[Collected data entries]
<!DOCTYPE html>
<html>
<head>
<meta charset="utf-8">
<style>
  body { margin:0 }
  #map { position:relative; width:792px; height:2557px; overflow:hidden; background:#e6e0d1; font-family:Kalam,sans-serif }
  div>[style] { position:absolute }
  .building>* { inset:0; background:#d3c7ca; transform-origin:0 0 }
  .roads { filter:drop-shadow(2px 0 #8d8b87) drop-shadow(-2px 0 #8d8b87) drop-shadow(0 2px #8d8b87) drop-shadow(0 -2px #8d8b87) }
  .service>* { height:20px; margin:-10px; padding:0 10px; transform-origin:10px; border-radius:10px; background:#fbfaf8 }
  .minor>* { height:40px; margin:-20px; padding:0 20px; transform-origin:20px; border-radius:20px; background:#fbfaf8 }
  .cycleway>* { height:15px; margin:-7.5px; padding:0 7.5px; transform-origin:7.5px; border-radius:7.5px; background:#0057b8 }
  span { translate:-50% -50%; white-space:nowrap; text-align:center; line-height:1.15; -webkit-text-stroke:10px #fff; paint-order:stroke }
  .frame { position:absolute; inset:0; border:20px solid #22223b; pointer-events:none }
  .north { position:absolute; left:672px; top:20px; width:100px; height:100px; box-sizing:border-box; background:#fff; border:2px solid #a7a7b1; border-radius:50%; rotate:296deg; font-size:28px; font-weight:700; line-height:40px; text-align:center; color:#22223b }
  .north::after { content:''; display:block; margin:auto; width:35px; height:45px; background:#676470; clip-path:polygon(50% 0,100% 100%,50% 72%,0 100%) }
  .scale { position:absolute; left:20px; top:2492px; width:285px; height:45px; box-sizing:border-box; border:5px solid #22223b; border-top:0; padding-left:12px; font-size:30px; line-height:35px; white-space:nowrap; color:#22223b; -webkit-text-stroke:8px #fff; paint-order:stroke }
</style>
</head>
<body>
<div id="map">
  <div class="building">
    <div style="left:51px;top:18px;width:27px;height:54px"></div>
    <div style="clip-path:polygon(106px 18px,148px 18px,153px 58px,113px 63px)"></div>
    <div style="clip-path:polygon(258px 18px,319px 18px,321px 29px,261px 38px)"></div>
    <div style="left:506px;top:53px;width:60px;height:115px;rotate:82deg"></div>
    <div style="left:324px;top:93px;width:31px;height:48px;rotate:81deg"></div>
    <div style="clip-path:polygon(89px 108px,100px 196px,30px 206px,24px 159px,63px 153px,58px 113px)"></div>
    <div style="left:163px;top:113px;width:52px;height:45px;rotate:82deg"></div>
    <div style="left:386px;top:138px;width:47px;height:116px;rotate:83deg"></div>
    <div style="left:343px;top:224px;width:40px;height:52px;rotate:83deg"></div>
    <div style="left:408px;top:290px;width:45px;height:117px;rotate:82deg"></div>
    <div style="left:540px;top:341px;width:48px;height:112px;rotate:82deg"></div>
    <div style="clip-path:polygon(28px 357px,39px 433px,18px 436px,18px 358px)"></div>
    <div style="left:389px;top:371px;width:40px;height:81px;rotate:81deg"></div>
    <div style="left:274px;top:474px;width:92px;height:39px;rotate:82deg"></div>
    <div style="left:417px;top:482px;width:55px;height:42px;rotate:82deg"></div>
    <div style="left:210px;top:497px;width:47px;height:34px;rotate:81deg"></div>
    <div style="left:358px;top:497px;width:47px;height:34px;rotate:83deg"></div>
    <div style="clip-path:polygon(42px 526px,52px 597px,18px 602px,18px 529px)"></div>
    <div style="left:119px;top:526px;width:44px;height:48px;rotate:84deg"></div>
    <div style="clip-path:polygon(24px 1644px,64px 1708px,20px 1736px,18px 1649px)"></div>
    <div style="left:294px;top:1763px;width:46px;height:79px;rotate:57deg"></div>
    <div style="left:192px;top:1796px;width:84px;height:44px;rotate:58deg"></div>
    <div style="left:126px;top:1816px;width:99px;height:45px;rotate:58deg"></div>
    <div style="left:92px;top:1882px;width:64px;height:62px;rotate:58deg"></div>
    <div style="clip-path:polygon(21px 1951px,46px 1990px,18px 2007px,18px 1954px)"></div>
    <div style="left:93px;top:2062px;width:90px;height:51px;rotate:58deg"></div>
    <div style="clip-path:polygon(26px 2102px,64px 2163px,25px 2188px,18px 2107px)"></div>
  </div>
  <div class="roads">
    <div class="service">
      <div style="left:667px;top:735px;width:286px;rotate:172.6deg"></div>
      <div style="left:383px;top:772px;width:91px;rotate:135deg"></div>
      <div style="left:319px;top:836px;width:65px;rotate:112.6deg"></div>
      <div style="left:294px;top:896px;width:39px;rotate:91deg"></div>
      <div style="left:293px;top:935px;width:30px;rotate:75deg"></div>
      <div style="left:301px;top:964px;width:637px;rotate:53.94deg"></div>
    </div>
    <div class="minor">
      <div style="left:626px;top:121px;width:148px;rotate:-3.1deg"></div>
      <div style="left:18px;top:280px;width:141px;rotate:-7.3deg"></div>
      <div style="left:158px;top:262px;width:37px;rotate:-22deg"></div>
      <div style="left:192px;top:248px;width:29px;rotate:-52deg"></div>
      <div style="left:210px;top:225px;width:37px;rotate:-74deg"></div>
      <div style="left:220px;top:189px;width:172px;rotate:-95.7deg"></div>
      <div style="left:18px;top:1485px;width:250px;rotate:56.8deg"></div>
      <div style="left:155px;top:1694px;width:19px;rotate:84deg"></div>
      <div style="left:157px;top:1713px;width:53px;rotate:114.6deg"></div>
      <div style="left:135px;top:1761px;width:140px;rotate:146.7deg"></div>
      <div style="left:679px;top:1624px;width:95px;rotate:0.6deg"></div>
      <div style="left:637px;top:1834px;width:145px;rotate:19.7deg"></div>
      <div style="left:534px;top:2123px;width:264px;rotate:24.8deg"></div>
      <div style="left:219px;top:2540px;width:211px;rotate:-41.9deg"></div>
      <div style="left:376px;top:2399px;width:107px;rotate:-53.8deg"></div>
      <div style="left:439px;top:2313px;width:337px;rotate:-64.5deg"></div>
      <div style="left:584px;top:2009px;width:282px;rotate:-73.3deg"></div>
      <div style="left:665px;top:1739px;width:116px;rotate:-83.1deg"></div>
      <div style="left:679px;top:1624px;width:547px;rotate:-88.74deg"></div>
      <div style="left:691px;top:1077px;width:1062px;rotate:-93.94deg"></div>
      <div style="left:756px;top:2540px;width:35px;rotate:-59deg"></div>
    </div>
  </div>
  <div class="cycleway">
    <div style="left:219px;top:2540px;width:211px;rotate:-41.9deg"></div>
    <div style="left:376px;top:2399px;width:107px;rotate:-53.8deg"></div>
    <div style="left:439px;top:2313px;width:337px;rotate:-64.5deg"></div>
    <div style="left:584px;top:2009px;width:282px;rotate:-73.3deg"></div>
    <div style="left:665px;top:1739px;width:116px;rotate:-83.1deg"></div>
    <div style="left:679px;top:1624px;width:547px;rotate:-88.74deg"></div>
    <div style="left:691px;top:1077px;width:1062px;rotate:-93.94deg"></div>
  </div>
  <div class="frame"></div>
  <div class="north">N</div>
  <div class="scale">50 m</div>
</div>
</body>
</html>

--

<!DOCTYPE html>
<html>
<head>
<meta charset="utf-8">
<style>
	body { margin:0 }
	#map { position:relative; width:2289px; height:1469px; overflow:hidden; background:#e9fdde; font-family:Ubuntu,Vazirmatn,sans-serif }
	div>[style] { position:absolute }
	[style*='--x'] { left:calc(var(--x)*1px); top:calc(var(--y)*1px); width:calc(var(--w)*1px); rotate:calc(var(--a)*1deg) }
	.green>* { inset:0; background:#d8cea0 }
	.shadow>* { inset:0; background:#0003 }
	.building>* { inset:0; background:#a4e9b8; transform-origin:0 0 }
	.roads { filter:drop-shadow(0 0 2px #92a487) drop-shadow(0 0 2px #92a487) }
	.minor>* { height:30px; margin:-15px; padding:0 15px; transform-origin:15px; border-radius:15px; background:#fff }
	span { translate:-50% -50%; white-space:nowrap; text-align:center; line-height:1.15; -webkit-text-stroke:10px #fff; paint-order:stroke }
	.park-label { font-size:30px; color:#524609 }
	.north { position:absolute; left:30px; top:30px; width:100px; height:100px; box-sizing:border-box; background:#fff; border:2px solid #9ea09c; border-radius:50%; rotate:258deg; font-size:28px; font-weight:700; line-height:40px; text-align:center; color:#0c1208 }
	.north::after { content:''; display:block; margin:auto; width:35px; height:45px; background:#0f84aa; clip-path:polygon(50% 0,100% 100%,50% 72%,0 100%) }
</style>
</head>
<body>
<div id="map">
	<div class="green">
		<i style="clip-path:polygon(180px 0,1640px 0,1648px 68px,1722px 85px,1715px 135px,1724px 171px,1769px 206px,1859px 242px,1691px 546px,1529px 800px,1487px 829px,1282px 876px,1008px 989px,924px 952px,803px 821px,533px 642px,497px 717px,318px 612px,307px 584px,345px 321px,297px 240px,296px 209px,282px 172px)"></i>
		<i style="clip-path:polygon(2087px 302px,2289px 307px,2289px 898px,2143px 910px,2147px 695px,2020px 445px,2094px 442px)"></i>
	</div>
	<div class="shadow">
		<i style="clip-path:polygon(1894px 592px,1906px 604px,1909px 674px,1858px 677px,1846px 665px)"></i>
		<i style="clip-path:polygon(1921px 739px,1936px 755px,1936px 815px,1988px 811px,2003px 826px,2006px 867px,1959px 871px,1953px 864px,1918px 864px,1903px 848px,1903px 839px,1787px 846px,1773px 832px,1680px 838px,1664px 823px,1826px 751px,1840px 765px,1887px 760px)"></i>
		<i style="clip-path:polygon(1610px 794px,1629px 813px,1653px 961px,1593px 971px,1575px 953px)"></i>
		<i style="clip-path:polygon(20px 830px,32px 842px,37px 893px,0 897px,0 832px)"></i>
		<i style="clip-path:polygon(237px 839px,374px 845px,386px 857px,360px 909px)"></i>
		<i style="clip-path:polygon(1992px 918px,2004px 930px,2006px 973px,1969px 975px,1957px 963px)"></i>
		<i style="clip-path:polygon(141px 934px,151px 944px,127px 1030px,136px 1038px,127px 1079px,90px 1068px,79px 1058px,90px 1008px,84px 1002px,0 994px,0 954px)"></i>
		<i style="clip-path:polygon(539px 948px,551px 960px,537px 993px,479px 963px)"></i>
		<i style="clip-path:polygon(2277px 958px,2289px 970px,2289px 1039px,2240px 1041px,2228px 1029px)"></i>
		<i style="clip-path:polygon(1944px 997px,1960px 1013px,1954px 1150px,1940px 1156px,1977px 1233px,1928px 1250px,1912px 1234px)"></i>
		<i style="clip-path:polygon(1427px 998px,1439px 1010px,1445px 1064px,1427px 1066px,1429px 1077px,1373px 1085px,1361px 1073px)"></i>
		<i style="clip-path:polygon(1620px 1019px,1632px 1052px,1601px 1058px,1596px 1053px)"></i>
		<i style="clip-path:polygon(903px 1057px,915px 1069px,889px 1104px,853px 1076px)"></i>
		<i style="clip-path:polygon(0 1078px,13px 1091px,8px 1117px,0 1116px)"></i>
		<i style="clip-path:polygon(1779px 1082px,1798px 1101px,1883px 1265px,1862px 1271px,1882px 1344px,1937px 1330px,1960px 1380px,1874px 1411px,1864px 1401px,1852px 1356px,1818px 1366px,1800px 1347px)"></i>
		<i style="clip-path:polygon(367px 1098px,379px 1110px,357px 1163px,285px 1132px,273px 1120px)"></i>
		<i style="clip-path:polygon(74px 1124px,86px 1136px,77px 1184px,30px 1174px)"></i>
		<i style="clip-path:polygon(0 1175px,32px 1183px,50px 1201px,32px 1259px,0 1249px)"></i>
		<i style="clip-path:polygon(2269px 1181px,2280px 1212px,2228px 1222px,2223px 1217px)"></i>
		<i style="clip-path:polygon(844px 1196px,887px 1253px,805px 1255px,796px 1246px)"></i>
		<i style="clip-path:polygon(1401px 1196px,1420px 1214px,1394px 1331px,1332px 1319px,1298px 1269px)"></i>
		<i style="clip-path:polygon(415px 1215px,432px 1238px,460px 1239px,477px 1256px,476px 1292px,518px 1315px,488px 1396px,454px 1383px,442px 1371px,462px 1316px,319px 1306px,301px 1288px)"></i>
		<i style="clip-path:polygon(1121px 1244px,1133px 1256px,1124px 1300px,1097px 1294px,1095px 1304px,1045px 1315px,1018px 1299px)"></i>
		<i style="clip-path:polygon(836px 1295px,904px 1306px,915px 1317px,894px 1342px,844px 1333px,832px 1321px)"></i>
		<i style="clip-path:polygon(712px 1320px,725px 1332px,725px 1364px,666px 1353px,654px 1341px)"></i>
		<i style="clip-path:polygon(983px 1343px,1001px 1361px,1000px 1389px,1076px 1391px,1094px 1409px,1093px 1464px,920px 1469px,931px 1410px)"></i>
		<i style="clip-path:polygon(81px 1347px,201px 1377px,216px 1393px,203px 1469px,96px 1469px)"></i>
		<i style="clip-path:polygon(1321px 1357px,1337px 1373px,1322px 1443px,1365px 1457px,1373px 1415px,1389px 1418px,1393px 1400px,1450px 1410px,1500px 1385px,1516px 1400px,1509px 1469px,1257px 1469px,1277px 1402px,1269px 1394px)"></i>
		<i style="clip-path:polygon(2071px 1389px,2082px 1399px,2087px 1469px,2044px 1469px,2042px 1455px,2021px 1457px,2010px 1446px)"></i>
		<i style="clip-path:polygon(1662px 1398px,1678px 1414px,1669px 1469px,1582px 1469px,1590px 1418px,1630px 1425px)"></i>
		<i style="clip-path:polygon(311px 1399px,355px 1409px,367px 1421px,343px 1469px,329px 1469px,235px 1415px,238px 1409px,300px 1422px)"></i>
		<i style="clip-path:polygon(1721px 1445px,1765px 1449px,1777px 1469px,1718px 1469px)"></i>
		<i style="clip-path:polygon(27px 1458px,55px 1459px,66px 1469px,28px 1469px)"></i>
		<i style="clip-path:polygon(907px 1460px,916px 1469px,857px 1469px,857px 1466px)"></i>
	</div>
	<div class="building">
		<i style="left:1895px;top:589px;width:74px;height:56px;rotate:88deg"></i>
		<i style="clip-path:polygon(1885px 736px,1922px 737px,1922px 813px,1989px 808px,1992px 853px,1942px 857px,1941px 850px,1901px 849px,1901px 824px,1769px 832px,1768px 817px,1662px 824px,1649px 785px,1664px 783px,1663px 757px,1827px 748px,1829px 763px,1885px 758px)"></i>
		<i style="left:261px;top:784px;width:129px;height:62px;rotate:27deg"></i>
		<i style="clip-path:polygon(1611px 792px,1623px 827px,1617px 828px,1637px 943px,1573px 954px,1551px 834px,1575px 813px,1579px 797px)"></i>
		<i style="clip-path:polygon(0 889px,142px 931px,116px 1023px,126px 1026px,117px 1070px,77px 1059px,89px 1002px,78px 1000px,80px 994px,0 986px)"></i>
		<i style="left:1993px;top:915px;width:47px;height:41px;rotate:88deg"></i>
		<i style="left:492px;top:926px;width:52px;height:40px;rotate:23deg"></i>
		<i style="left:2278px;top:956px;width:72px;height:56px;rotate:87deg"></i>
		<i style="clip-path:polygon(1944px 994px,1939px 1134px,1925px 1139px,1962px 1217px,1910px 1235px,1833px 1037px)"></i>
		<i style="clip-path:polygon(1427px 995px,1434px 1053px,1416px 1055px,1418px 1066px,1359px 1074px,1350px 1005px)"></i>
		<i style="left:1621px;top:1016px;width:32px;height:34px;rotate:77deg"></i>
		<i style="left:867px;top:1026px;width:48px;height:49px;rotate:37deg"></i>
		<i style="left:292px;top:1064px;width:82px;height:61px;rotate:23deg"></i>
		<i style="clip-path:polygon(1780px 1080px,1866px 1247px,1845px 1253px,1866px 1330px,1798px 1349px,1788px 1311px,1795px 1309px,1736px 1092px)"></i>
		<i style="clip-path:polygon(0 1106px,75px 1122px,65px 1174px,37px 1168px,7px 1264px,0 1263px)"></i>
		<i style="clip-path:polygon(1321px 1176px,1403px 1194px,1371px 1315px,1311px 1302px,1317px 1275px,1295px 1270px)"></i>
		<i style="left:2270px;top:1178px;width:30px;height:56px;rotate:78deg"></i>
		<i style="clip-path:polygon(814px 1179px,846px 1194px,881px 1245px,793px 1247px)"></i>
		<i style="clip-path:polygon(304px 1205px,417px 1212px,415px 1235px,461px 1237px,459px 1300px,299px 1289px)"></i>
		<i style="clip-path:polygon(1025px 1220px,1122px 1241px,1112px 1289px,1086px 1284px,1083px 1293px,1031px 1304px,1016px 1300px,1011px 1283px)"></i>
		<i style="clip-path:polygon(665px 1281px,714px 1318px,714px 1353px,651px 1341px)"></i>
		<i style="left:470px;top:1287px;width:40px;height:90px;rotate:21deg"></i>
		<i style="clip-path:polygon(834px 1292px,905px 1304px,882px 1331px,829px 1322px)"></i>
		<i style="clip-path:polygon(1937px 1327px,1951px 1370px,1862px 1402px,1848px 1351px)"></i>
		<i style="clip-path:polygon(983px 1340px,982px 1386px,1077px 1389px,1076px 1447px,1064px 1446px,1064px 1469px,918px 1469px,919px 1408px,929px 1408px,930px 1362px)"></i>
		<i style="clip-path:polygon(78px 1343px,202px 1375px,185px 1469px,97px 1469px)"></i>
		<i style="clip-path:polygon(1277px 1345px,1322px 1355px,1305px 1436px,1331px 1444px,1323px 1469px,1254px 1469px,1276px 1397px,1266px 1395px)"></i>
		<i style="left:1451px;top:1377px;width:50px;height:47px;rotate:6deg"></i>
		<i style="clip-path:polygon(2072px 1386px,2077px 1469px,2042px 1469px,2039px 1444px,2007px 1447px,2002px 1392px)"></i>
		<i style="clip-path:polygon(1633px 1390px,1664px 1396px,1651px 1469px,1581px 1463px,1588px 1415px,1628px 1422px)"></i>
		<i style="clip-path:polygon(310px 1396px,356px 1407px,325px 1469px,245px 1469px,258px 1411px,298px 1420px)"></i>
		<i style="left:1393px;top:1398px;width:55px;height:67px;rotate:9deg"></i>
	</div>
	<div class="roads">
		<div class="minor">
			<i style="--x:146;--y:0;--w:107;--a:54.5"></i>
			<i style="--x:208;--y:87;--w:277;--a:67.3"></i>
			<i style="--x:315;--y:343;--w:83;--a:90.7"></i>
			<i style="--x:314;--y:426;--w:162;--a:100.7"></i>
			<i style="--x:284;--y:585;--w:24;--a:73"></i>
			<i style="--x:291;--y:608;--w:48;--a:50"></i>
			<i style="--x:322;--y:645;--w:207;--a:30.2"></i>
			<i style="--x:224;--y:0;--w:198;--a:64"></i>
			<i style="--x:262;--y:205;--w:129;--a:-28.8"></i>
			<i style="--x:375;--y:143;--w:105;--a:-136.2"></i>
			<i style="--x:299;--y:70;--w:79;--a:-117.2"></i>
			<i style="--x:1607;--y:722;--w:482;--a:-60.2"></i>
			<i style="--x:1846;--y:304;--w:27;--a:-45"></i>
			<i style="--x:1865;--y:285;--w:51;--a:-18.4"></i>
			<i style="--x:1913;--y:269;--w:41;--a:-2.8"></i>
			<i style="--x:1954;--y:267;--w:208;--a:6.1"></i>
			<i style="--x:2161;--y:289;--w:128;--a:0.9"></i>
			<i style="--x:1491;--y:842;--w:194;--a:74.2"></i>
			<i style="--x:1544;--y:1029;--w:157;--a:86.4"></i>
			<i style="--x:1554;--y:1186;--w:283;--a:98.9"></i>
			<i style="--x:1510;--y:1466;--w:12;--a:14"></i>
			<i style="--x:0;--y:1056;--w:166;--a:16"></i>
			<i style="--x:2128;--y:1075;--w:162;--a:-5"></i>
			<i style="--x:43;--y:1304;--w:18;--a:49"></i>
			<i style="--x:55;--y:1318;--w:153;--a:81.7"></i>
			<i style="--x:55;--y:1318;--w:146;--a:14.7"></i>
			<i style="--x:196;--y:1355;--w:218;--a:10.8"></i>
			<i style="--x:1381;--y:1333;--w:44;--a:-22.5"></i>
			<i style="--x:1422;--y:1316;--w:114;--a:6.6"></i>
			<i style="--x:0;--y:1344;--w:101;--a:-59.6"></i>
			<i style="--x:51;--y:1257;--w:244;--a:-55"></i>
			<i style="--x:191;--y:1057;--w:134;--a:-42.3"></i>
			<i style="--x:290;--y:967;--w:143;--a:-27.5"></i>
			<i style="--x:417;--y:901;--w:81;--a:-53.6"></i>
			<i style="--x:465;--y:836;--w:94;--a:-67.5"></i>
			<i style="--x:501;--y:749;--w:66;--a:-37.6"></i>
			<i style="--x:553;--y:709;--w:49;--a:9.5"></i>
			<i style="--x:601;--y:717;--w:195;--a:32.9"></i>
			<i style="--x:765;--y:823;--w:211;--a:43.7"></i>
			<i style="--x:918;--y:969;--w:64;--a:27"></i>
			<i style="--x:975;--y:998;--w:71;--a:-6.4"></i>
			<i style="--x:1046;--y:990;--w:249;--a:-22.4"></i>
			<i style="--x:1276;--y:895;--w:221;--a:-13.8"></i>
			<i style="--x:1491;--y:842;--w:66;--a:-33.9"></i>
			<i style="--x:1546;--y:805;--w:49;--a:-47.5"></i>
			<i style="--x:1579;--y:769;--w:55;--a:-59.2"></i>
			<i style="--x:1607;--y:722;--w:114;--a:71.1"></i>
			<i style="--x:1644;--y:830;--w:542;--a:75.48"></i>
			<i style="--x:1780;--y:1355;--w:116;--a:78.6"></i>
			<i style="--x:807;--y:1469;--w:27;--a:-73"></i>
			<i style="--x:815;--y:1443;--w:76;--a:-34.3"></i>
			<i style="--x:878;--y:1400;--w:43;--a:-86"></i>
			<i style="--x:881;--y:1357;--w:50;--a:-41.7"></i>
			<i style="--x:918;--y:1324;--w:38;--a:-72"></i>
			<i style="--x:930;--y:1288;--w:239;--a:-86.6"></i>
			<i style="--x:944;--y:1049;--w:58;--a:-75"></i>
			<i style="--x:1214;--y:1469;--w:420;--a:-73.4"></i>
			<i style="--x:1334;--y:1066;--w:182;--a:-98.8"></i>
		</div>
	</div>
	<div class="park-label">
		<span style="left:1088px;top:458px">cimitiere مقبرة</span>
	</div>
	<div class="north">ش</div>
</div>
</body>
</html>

- _Required action_:
Which lines of the entries above contain the string "relative"? Copy each one.

- _Response for this exercise_:
  #map { position:relative; width:792px; height:2557px; overflow:hidden; background:#e6e0d1; font-family:Kalam,sans-serif }
	#map { position:relative; width:2289px; height:1469px; overflow:hidden; background:#e9fdde; font-family:Ubuntu,Vazirmatn,sans-serif }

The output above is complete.